Ich unterstelle immer, dass ich noch nicht völlig abhängig davon bin, aber ich denke, das ist eine Illusion. Wir sind schon sehr lange von unserer Technologie abhängig, die älteren Leute sehen nur teils die neuen Technologien, von denen die „Jungen“ abhängig werden und sie noch nicht sind. Besonders augenfällig in heutiger Zeit sind freilich Computer, Internet und das zunehmend Mobile an Rechnern und dem Netz. So gesehen hängen wir aber schon seit sehr langer Zeit recht konsequent von Datenerfassung mit Technologie ab, von abstraktem Ersatz für reale Güter. Wer möchte denn schon auf Bank-Überweisungen verzichten? Oder auf Versicherungen, Rente und dergleichen? All das sind Dinge, die auf Netzwerken, Abgaben für abstrakte, nicht unbedingt vollständig sichere Güter und Datenspeicherung beruhen. Bei den einfacheren Technologien stellt sich dann die Frage: Haben wir uns klar gemacht, dass bereits mit dem ersten Wasserbau, mit den ersten Dämmen der Weg gelegt war für Hoover-Dam und Dreischluchten-Stausee, mit allen kurzsichtigen Aspekten daran, wir zum Beispiel der Unterstellung, dass der Südwesten der USA nicht trockener würde als er ohnehin schon ist? Ich habe kürzlich darüber gelesen, dass die Stauseen das Colorado zunehmend leerer sind als früher, weil weniger Wasser nachkommt und der Südwesten der USA gemessen an den aus dem Colorado speisbaren Trink- und Brauchwasser-Mengen zu viel verbrauchen.
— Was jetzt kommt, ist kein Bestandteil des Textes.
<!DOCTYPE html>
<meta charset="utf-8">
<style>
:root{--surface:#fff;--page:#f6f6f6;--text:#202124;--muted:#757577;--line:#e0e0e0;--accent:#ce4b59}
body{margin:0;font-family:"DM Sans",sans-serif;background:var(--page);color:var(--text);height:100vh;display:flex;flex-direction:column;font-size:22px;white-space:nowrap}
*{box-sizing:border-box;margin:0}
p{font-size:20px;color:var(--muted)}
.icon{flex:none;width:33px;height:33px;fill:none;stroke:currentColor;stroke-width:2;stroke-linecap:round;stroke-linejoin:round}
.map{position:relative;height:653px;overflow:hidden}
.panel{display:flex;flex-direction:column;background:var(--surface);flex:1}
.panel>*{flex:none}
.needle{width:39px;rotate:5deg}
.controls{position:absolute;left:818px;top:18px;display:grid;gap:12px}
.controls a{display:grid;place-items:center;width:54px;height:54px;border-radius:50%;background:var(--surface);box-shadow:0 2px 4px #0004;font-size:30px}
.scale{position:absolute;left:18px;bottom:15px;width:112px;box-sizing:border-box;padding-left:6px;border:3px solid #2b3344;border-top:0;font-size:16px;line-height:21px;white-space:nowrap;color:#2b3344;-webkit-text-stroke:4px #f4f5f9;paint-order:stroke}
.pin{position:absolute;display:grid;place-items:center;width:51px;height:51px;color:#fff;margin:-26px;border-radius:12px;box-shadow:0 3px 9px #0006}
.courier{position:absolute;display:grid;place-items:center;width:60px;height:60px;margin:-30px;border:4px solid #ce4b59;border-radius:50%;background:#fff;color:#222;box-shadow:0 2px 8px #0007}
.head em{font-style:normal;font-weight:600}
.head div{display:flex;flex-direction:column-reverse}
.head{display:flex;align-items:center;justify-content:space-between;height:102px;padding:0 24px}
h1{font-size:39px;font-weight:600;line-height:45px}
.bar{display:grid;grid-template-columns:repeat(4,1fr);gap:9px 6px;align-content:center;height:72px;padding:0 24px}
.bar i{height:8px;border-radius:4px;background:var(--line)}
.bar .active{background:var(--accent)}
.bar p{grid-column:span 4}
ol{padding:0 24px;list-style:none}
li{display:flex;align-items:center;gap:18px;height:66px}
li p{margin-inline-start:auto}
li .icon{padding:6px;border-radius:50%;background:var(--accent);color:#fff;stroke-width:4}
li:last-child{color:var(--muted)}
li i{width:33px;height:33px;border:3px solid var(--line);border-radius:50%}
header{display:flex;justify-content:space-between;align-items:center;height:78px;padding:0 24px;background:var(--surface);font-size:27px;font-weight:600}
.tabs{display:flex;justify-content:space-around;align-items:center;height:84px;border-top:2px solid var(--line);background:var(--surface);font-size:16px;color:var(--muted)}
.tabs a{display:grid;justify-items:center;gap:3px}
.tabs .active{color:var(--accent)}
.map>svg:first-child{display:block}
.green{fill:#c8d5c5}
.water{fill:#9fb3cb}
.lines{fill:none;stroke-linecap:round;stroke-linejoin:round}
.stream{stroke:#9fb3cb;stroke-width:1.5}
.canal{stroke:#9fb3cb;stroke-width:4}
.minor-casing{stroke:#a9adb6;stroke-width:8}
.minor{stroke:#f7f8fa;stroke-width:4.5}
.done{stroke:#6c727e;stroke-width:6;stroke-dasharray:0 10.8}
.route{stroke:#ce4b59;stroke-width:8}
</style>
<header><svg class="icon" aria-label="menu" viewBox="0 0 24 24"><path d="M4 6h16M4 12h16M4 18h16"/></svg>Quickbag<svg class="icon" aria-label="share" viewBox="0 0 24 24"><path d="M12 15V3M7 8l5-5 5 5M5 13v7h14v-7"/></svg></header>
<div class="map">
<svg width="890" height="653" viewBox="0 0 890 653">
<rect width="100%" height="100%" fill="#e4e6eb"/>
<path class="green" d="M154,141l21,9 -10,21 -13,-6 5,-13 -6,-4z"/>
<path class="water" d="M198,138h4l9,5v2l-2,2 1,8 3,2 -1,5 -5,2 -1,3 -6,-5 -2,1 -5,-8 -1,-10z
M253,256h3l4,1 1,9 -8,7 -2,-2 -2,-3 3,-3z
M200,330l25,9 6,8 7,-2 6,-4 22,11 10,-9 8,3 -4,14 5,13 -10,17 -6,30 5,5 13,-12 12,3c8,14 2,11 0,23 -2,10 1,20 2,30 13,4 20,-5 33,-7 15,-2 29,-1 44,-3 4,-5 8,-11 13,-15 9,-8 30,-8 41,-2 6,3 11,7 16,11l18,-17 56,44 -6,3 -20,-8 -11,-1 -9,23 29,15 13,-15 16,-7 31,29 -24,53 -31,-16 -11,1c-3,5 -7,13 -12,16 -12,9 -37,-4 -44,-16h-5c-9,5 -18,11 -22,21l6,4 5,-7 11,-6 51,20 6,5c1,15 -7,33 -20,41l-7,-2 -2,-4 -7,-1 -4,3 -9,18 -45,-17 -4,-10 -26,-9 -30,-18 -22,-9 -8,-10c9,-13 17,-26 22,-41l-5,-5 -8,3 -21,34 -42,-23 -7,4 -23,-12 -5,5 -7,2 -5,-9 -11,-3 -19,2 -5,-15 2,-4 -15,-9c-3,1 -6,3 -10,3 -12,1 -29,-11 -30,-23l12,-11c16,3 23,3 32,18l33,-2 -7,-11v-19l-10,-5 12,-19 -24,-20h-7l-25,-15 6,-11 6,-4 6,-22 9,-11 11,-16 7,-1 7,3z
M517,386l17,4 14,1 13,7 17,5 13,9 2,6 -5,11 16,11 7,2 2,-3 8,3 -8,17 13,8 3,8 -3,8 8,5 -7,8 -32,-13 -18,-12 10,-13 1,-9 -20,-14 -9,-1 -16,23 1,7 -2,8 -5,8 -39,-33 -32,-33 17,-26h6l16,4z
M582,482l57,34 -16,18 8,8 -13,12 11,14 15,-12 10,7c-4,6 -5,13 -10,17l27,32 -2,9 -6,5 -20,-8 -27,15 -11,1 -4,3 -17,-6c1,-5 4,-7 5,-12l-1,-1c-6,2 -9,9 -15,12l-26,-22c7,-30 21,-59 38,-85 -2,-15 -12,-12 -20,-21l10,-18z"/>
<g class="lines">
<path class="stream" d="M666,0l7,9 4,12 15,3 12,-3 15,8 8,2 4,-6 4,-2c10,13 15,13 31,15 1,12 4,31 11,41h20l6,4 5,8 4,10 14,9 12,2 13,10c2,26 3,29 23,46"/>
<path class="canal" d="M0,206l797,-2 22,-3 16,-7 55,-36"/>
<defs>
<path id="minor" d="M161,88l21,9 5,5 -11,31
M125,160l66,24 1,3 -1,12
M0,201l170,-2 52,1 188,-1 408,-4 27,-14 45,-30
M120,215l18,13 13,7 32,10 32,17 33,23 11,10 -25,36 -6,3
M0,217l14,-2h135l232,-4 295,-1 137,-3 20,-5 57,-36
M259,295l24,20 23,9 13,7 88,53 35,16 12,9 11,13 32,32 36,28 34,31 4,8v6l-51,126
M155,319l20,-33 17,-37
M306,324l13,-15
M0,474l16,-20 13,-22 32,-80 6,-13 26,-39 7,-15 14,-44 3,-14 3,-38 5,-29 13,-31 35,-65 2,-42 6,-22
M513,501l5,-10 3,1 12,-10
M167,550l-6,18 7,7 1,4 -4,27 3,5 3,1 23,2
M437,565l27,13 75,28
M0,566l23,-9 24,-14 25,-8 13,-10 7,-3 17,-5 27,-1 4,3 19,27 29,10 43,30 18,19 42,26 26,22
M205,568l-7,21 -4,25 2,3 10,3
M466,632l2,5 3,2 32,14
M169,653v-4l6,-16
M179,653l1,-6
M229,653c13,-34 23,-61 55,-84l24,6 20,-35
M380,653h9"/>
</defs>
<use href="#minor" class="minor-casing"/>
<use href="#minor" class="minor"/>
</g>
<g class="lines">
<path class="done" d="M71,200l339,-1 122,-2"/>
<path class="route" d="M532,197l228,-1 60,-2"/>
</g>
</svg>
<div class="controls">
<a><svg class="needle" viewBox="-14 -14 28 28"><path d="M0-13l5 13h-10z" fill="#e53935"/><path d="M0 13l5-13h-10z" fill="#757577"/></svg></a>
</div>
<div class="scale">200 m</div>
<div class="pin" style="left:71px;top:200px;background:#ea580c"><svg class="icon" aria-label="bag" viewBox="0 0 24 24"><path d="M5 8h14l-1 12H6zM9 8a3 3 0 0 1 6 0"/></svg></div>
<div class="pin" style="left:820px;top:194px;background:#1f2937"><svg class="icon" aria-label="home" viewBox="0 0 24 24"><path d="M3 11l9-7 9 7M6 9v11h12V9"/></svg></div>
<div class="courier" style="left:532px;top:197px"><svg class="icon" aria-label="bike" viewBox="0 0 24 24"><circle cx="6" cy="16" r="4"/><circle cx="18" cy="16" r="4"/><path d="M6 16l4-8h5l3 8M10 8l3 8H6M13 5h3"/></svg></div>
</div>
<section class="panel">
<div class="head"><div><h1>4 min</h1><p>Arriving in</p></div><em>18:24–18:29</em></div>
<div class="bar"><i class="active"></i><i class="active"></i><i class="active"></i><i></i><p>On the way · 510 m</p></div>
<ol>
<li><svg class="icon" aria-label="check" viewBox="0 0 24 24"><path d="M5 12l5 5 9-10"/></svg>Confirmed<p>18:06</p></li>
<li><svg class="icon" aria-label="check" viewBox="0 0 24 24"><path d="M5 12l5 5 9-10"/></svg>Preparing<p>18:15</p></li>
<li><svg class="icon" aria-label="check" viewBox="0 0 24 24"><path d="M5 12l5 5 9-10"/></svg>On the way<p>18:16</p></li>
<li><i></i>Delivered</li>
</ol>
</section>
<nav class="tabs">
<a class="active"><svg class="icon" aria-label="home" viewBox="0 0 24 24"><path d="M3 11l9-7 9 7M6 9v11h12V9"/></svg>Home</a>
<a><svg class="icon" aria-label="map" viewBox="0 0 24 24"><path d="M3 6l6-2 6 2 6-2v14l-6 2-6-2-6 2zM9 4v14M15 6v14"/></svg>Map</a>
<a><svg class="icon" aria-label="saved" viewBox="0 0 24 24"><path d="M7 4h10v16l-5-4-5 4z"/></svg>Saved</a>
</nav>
Aber zurück zu mir. Ich frage mich: Würde ich heute noch so ganz einfach mit Stauansage aus dem Radio und Straßenkarte meinen Weg durch die Rush-Hour suchen? Ist nicht schon die Abhängigkeit von einem Auto für 87km Pendelstrecke erschreckend, selbst wenn man mal davon absieht, dass bei mir ständig eine an mobiles Internet gekoppelte Navigation mitläuft, die auf der Basis von anderen Autofahrern mit der selben Navigation ausrechnet, auf welcher Straße man wie gut durchkommt und so optimale Umleitungen empfiehlt und eine recht genaue Prognose der Ankunftszeit liefert?

Es mag sein, dass es erschreckend ist, sich uns ohne unsere Werkzeuge vorzustellen. Und es ist auch definitiv so, dass unsere Werkzeuge beziehungsweise ihr Funktionieren fragiler ist, als aufgrund unseres teils recht totalen drauf Verlassens gut erscheint. Dennoch würde ich nicht sagen, dass es irgendwann die Rettung der Menschheit sein muss, das Netz abzuschalten und die wild gewordenen Werkzeuge los zu werden – ich glaube auch nicht, dass unsere Abhängigkeit von Werkzeugen uns zerstört. Aber ich denke, hin und wieder bringt es etwas, differenziert über die Nutzung von Werkzeugen nachzudenken. Nicht in einer Weise „alle Werkzeuge dieser und jener Art sind böse und nehmen uns zu viel weg, nehmen uns unsere Menschlichkeit weg“. Diese Sichtweise habe ich im Bezug gerade auf vernetzte Technologien, Computeranwendungen – ob nun Spiele, soziale Netzwerke oder anderes – und vor allem Ideen der virtuellen Realität und künstlichen Intelligenz schon öfter gehört. Ich halte das in der Form für Alarmismus. Wir sollten aber drüber nachdenken, ob die Geräte so zuverlässig sind, wie wir uns drauf verlassen. Wir sollten aber unter anderem unter diesem Aspekt auch drüber nachdenken, ob unsere Nutzung von Technologie wirklich total gerechtfertigt ist.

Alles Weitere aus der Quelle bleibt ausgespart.